Cast: Ana Torrent, Fernando Fernan Gomez

Director: Victor Erice

Screenplay: Victor Erice

Running time: 1 hrs 39 mins

Genre: Drama/Foreign



CRITIQUE:


At its exterior wrapping, The Spirit of the Beehive sounds like either a cloying family melodrama or a mystical mood-piece fantasy. Although it has a bit of both, it is neither cloying nor fantastical. Mainstream audience might find this too slow-burning that staring into a candleflame might seem to be a more exciting spectacle, but this 1970s Spanish arthouse is much revered and beloved that its languid pace is interpreted as dreaminess and its dawdling, honey-tinged cinematography is called for poetic grace. And for those who understand and appreciate poetry, they will find Beehive as a masterpiece of evocative filmmaking. This tale – a simply-constructed one at the surface – is about a six-year old girl Ana who develops a strange relationship with Frankenstein shown in a local pulpit in an idyllic, no-happening Spanish village. But deeper in this story are themes of isolation, loneliness, political undercurrents and the loss of innocence, all elements that populate the early films of Spielberg e.g. E.T. and Guillermo Del Toro’s Pan’s Labyrinth. That is because both Spielberg and Del Toro venerated Victor Erice’s elegiac and haunting childhood evocation. 

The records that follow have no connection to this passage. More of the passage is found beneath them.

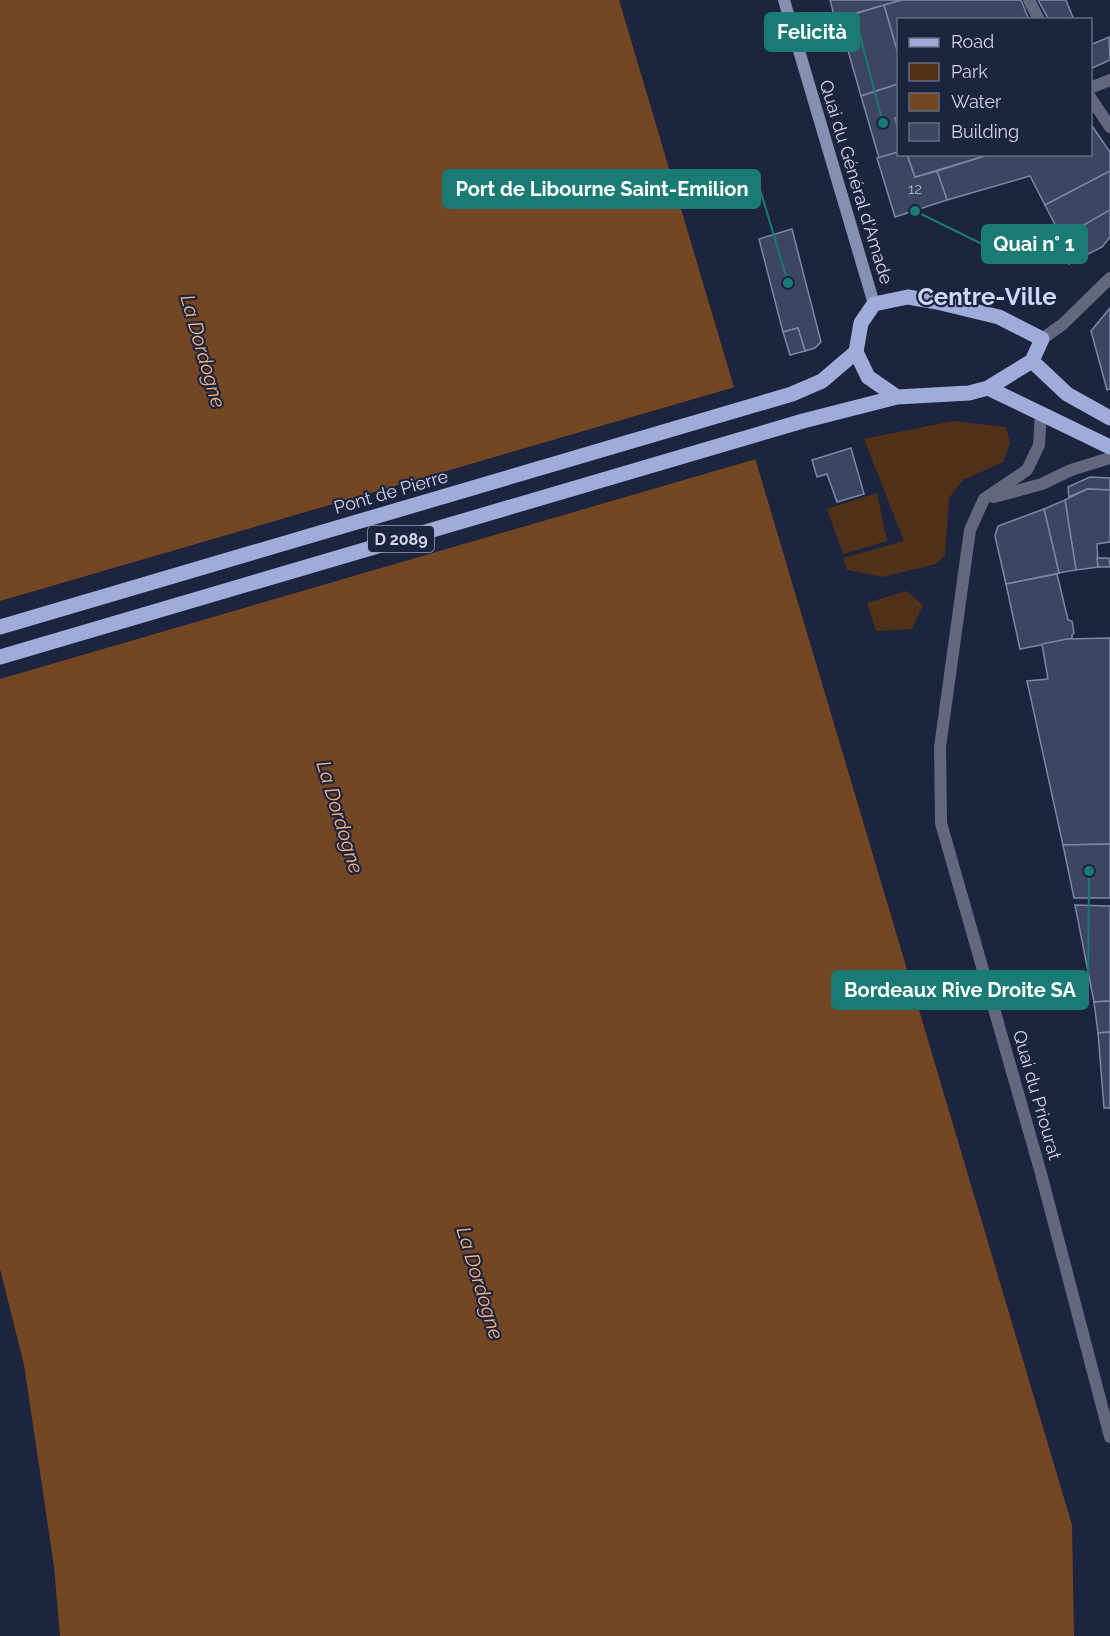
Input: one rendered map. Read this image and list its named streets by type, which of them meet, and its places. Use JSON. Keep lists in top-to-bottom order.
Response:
{
  "streets": {
    "main road": ["Quai du Général d'Amade", "Pont de Pierre", "D 2089"],
    "street": ["Quai du Priourat"]
  },
  "districts": ["Centre-Ville"],
  "water": ["La Dordogne"],
  "places": [
    "Felicità",
    "Quai n° 1",
    "Port de Libourne Saint-Emilion",
    "Bordeaux Rive Droite SA"
  ],
  "house_numbers": ["12"],
  "legend": [
    "Road",
    "Park",
    "Water",
    "Building"
  ]
}
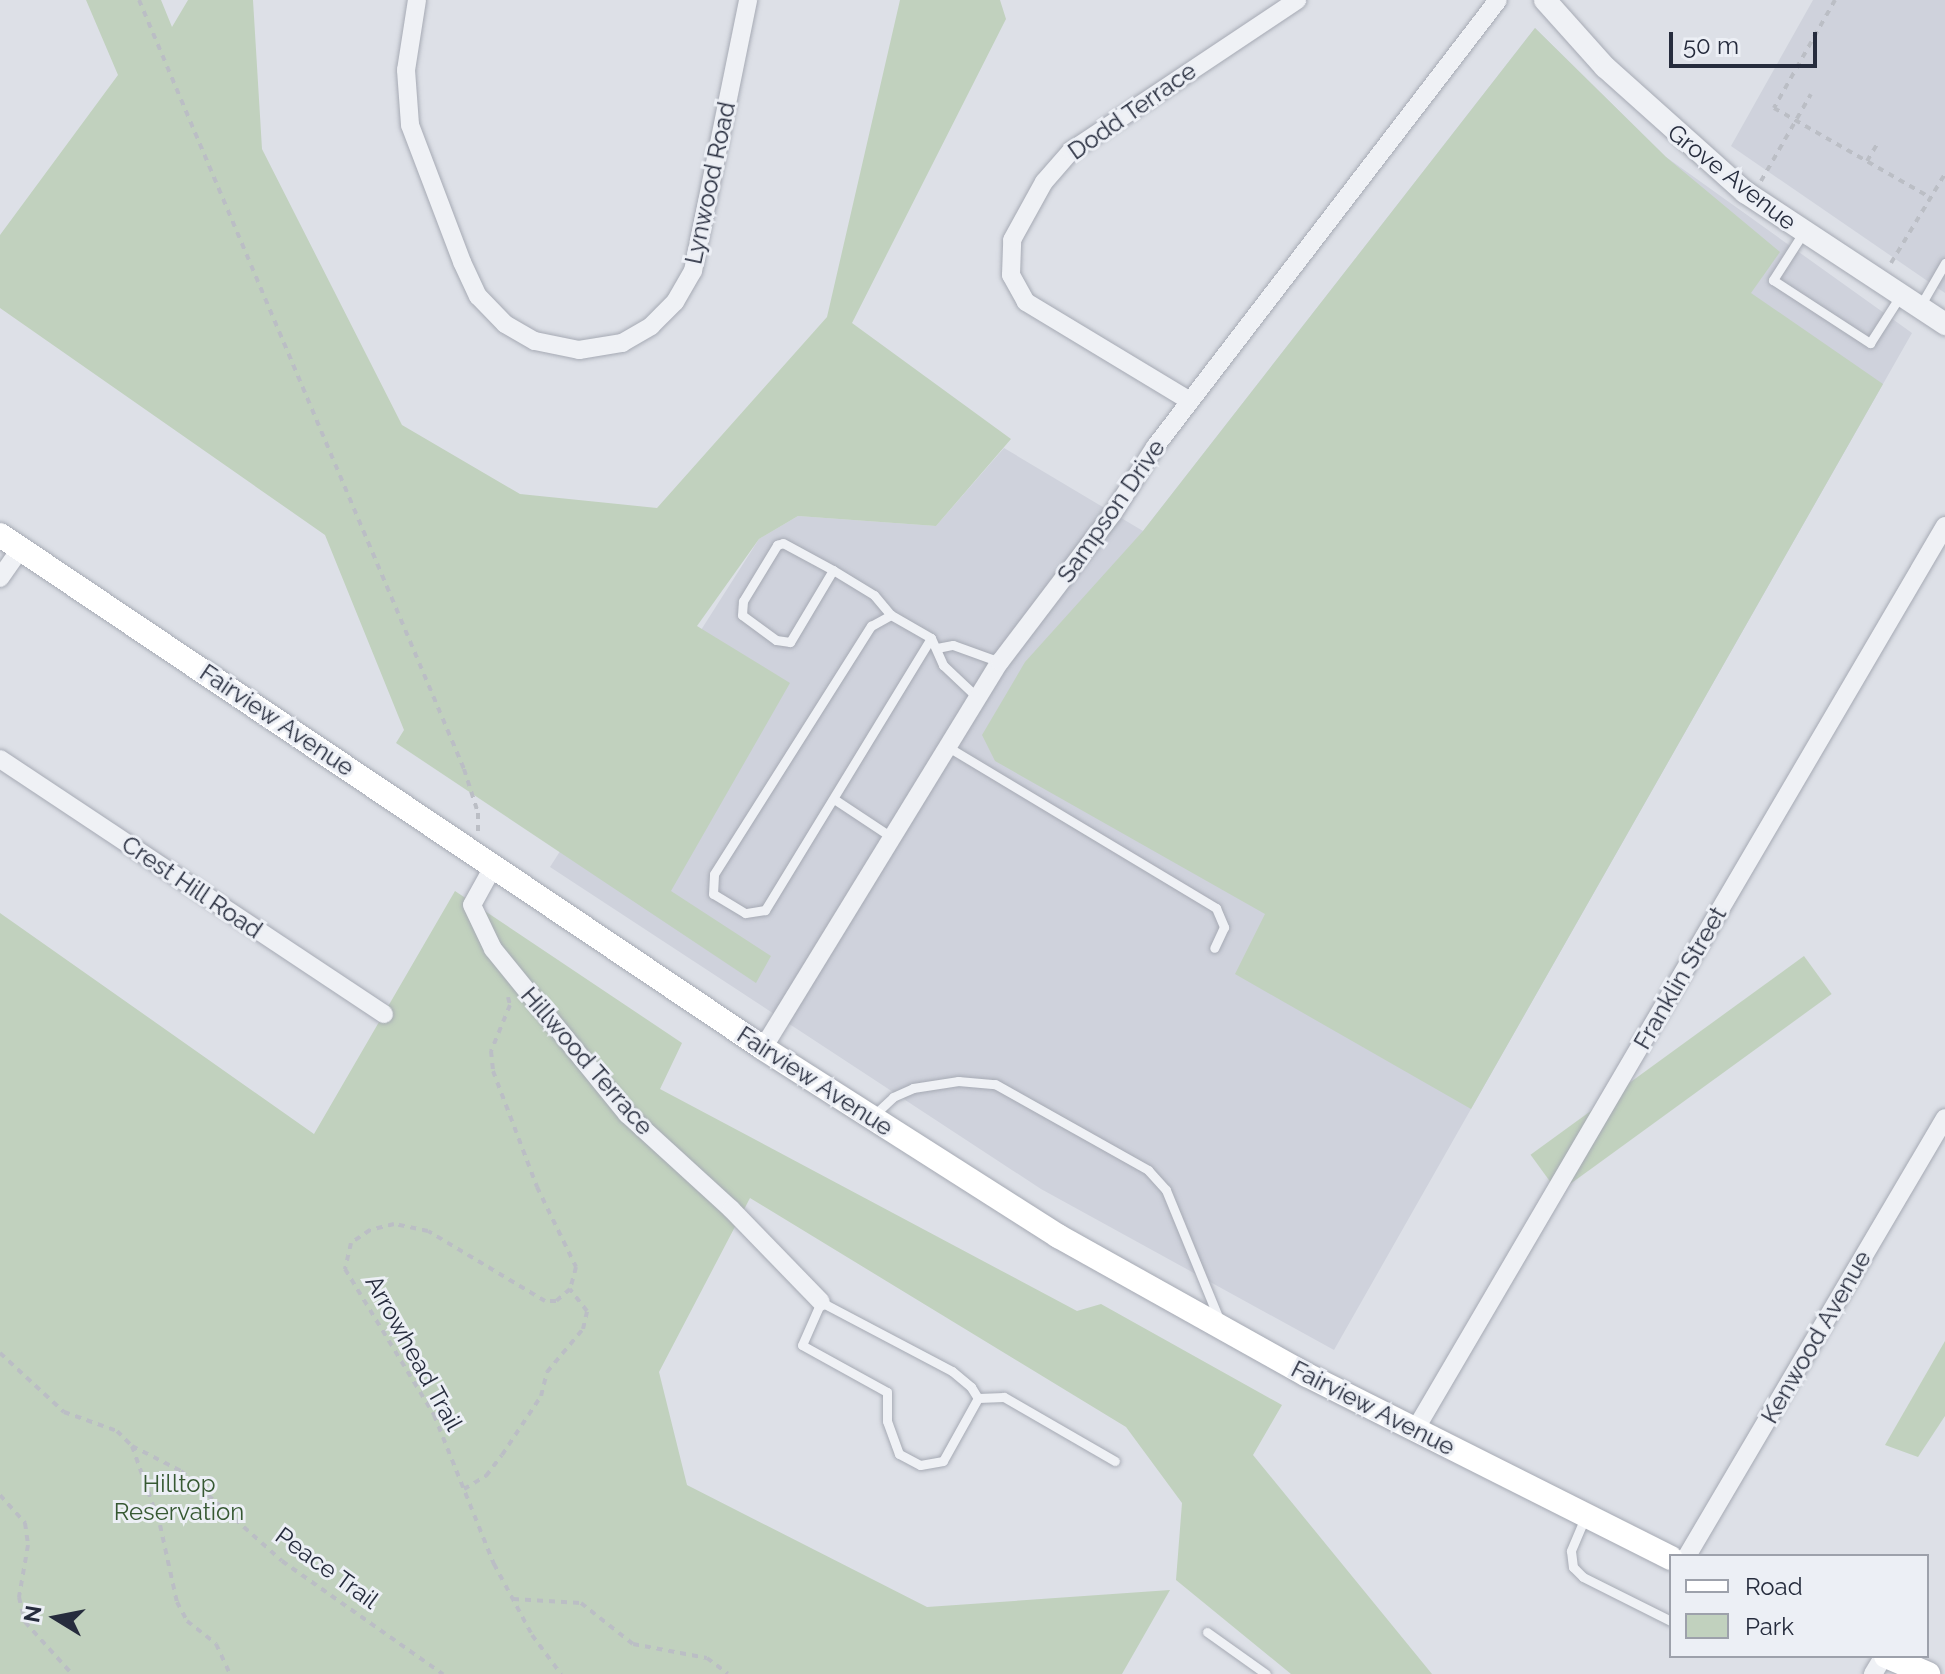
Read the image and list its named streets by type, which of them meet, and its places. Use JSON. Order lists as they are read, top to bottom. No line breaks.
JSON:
{"streets":{"main road":["Fairview Avenue"],"street":["Dodd Terrace","Grove Avenue","Lynwood Road","Sampson Drive","Crest Hill Road","Franklin Street","Hillwood Terrace","Kenwood Avenue"],"path":["Arrowhead Trail","Peace Trail"]},"crossings":[["Dodd Terrace","Sampson Drive"],["Sampson Drive","Fairview Avenue"],["Fairview Avenue","Franklin Street"],["Fairview Avenue","Hillwood Terrace"]],"parks":["Hilltop Reservation"],"legend":["Road","Park"],"scale_bar":"50 m","north":"left"}
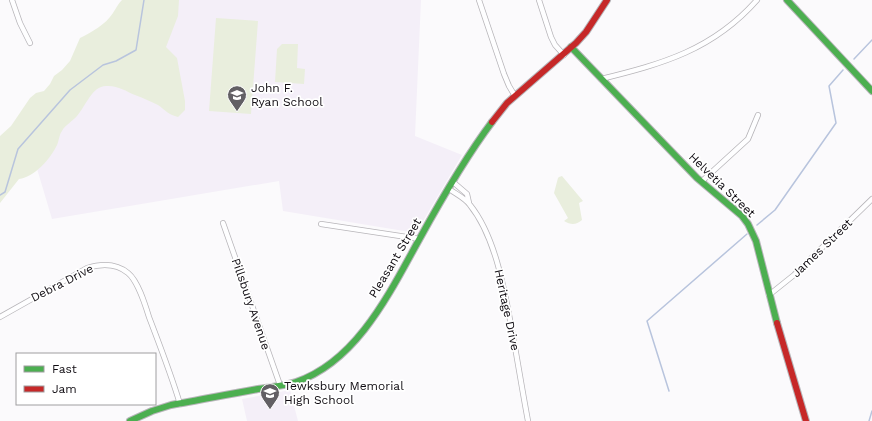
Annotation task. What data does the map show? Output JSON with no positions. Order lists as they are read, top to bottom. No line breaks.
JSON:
{"streets":{"main road":["Helvetia Street","Pleasant Street"],"street":["James Street","Debra Drive","Pillsbury Avenue","Heritage Drive"]},"crossings":[["Helvetia Street","James Street"],["Helvetia Street","Pleasant Street"],["Pleasant Street","Debra Drive"],["Pleasant Street","Pillsbury Avenue"],["Pleasant Street","Heritage Drive"]],"places":{"school or university":["John F. Ryan School","Tewksbury Memorial High School"]},"legend":["Fast","Jam"]}
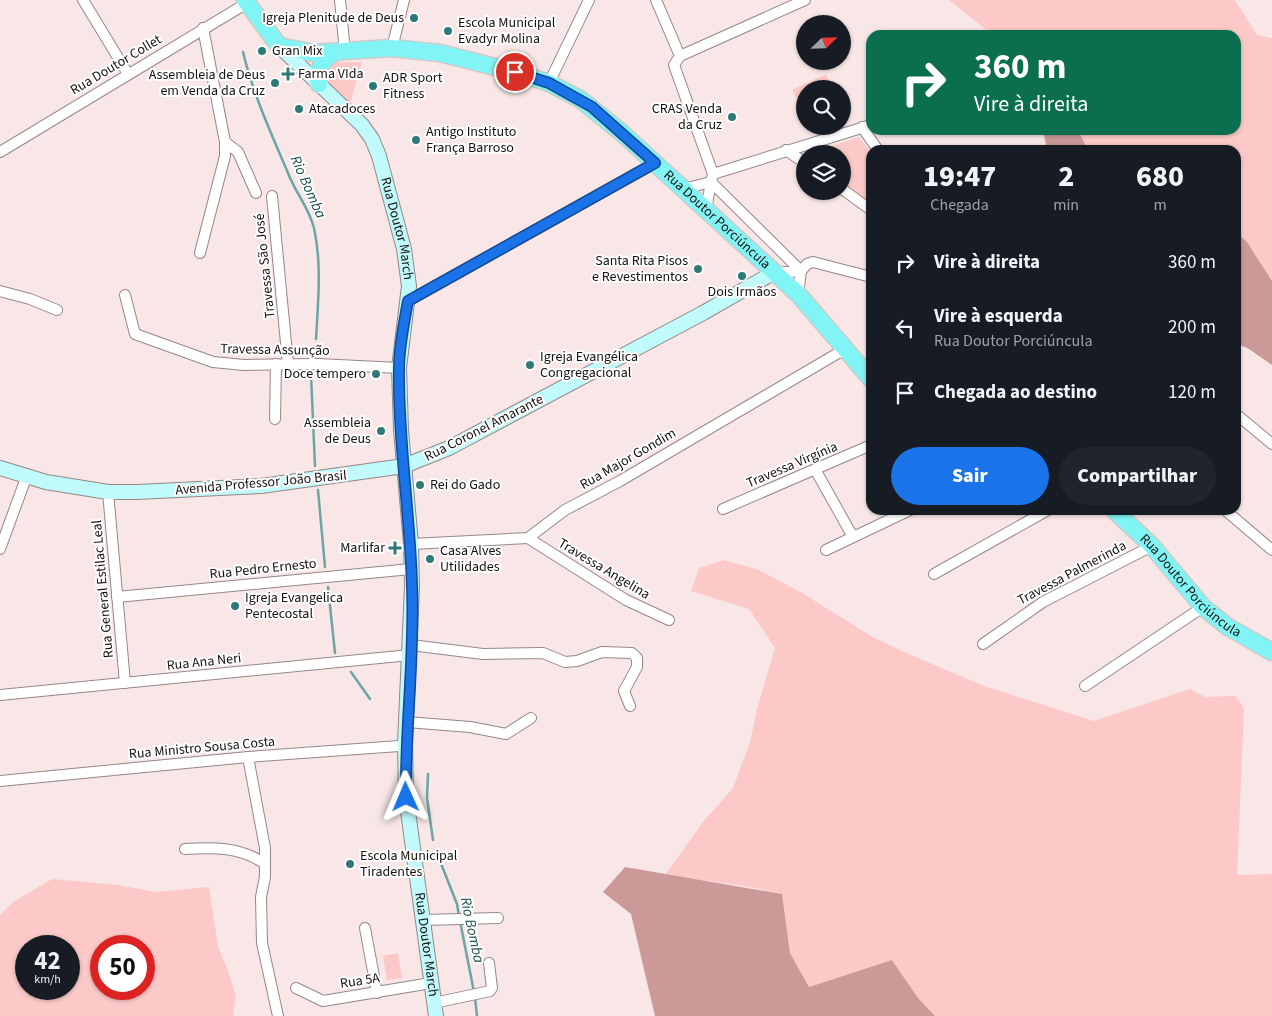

History is juxtaposed with fantasy here, Ana, in her childlike virtuousness, does not understand that the country she’s living in has been pinned down by Fascism of the Franco regime but is only familiar with poisonous mushrooms, a sister that pretends to be dead and detached parents who have other worries in their hearts. The father is a doctor obsessed with his journals, the mother writes secret letters to another lover who is a soldier at war and the other sister is just being an indifferent idiot, breaking Ana’s trust when she plays around death. Ana’s fascination with the monster Frankenstein becomes her solace, a monster seen by her as a lethargic creature who gives flowers to a girl in a pond, that when she discovers a war deserter in a local barnyard, she tends to him with gentility – a unique friendship that she alone understands, or rather comprehended by her six year old mind. The connection is so powerful that in two of the film’s most memorable scenes, Ana runs away into the woods and conjures the imaginary monster at will and later at the closing scene, she calls for Frankenstein at night. It is both horrifying but tenderly sorrowful; a girl lost between childhood and adulthood, who dreams of fantastical beings for friends in a setting of absolute political turmoil. Ana Torrent, perhaps one of cinema’s greatest performances by a child, adores the screen with her doe-eyes and little face, harbouring sweet innocence and her gaze into her surroundings are both knowing and unknowable. Her presence here is utter magic.



VERDICT:

The Spirit of the Beehive is all at once tender, graceful, lyrical and heartbreakingly sad. This Spanish gem intelligently layers a complex interpretation beneath a seemingly simple tale of innocence. Look deeper and you will find a work of art.